Source data
- - - - -

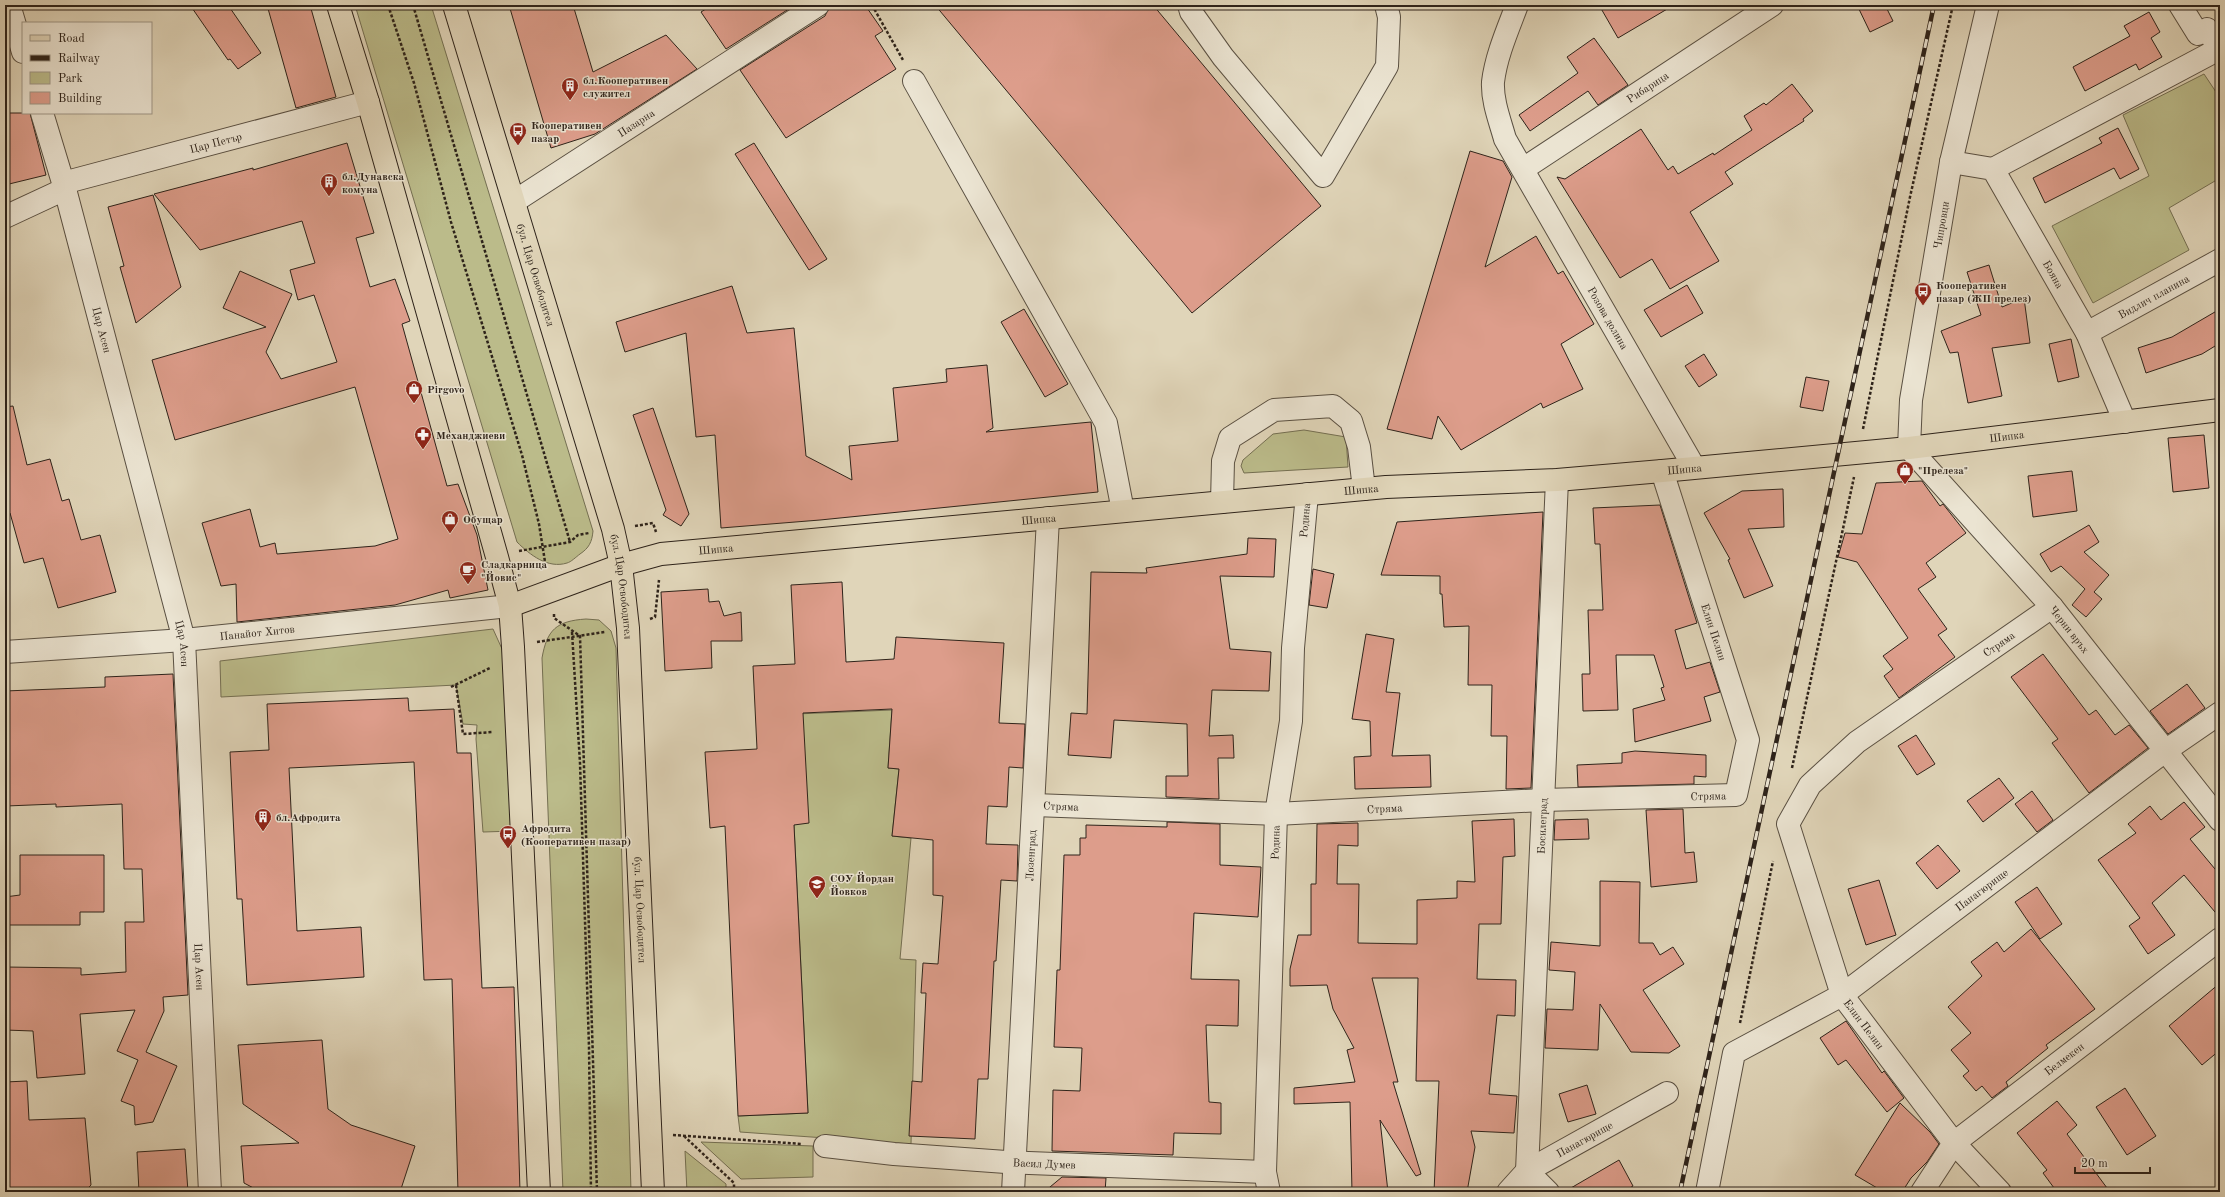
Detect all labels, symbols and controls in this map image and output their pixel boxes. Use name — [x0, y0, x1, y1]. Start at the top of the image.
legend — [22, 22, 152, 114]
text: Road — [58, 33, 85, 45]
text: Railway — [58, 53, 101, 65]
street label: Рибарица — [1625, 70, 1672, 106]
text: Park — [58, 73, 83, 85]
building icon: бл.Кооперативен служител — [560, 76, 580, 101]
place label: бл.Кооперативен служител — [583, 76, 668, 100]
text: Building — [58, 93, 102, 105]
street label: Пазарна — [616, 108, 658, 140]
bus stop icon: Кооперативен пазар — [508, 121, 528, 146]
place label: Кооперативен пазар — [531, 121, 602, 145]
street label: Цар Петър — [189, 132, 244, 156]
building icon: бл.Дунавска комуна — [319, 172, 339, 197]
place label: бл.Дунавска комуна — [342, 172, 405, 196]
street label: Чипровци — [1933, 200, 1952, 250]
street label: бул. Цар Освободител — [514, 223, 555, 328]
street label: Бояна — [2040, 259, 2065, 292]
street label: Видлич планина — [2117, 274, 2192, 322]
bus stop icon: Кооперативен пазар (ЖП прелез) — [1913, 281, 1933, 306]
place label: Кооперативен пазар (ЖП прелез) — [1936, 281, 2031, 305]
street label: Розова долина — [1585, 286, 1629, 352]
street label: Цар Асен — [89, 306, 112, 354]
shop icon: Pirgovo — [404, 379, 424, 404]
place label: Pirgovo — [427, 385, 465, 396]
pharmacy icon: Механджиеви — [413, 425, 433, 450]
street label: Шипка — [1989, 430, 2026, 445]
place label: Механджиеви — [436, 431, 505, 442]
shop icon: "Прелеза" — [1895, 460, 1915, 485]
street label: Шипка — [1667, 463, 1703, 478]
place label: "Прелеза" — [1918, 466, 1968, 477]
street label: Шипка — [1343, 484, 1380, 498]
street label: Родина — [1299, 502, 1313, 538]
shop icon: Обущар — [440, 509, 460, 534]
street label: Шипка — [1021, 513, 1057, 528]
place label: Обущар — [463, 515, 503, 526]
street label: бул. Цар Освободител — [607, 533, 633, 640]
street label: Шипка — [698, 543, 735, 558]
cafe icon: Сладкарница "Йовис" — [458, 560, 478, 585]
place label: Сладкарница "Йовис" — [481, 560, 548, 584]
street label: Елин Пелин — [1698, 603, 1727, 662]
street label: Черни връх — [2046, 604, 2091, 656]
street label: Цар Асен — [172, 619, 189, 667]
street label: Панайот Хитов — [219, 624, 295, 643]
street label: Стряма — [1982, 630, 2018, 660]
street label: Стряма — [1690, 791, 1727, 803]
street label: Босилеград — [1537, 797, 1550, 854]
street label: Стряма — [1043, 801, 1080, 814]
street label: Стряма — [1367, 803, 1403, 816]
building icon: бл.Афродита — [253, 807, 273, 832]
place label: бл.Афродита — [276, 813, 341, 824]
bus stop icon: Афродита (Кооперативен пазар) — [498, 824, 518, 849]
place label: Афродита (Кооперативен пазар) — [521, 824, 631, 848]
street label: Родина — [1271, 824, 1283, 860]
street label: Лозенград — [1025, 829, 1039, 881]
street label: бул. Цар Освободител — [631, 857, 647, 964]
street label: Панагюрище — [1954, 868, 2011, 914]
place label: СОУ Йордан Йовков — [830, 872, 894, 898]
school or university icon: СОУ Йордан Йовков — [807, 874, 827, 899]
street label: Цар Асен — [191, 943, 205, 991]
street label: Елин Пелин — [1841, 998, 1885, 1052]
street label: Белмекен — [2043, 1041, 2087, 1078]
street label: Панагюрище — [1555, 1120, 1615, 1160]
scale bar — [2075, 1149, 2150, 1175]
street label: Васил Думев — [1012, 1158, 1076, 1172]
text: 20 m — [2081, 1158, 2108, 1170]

- - - - -

> **YOUR TASK**: Number of lines above with the word "Шипка": state it alone.

> **REPLY TO THE EXERCISE**: 5